### Dataset records
___

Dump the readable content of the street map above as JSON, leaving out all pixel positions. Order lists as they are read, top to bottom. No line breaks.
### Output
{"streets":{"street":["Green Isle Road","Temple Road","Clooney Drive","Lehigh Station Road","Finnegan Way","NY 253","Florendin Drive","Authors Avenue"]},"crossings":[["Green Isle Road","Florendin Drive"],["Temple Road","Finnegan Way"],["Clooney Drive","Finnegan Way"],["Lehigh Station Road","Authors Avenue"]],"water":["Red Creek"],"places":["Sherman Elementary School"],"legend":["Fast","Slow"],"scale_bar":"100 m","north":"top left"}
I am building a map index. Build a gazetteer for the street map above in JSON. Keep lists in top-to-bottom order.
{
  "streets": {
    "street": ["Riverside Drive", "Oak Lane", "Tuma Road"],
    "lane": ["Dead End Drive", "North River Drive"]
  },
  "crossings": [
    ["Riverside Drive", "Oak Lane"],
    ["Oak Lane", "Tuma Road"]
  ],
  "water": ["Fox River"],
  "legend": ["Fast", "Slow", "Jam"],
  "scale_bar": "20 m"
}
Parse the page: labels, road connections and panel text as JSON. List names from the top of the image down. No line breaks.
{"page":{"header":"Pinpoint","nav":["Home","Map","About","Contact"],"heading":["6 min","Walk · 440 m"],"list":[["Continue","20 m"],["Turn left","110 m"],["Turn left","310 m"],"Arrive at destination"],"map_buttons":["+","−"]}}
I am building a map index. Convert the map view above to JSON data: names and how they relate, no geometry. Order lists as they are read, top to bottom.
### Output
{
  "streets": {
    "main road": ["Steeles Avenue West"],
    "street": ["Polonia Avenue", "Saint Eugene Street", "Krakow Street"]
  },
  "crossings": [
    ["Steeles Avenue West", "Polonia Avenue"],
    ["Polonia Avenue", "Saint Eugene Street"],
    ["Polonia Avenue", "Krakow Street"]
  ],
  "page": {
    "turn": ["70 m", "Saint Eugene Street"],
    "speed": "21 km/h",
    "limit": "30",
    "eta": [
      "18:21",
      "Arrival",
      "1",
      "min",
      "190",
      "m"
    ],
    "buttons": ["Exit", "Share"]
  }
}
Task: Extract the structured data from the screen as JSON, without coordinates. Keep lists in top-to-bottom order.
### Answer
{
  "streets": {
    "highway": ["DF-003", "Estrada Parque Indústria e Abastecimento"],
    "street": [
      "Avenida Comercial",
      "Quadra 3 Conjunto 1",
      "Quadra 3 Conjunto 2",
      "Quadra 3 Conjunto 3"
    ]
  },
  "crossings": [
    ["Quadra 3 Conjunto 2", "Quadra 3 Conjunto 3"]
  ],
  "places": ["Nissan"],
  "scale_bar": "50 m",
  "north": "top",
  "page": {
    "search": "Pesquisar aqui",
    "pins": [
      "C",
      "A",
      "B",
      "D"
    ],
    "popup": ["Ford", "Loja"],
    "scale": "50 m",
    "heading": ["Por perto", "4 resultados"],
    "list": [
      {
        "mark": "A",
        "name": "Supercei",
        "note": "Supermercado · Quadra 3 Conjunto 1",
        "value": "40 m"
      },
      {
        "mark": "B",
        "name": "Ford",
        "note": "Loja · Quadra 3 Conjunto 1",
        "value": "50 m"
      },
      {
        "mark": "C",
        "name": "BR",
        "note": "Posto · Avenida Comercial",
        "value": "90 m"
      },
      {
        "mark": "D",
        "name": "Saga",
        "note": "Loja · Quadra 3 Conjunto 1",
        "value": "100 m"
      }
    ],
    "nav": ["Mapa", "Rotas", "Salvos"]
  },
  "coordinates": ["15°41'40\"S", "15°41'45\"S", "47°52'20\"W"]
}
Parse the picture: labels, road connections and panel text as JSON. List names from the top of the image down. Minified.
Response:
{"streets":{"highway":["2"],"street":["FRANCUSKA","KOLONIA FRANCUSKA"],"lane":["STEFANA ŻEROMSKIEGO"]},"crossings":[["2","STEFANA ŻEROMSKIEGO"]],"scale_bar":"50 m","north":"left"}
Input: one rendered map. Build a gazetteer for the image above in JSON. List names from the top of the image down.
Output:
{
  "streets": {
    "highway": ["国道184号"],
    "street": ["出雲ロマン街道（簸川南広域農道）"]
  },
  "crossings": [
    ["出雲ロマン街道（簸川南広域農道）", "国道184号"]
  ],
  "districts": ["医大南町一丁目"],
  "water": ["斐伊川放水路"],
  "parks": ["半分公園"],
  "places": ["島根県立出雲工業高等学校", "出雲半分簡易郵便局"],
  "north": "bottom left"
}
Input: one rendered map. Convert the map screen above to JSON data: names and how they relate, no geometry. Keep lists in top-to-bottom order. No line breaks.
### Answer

___

### Required work
Go through the records line by line, and copy each line that holds the string "they".

### Result of the task
Dump the readable content of the street map above as JSON, leaving out all pixel positions. Order lists as they are read, top to bottom. No line breaks.
I am building a map index. Convert the map view above to JSON data: names and how they relate, no geometry. Order lists as they are read, top to bottom.
Input: one rendered map. Convert the map screen above to JSON data: names and how they relate, no geometry. Keep lists in top-to-bottom order. No line breaks.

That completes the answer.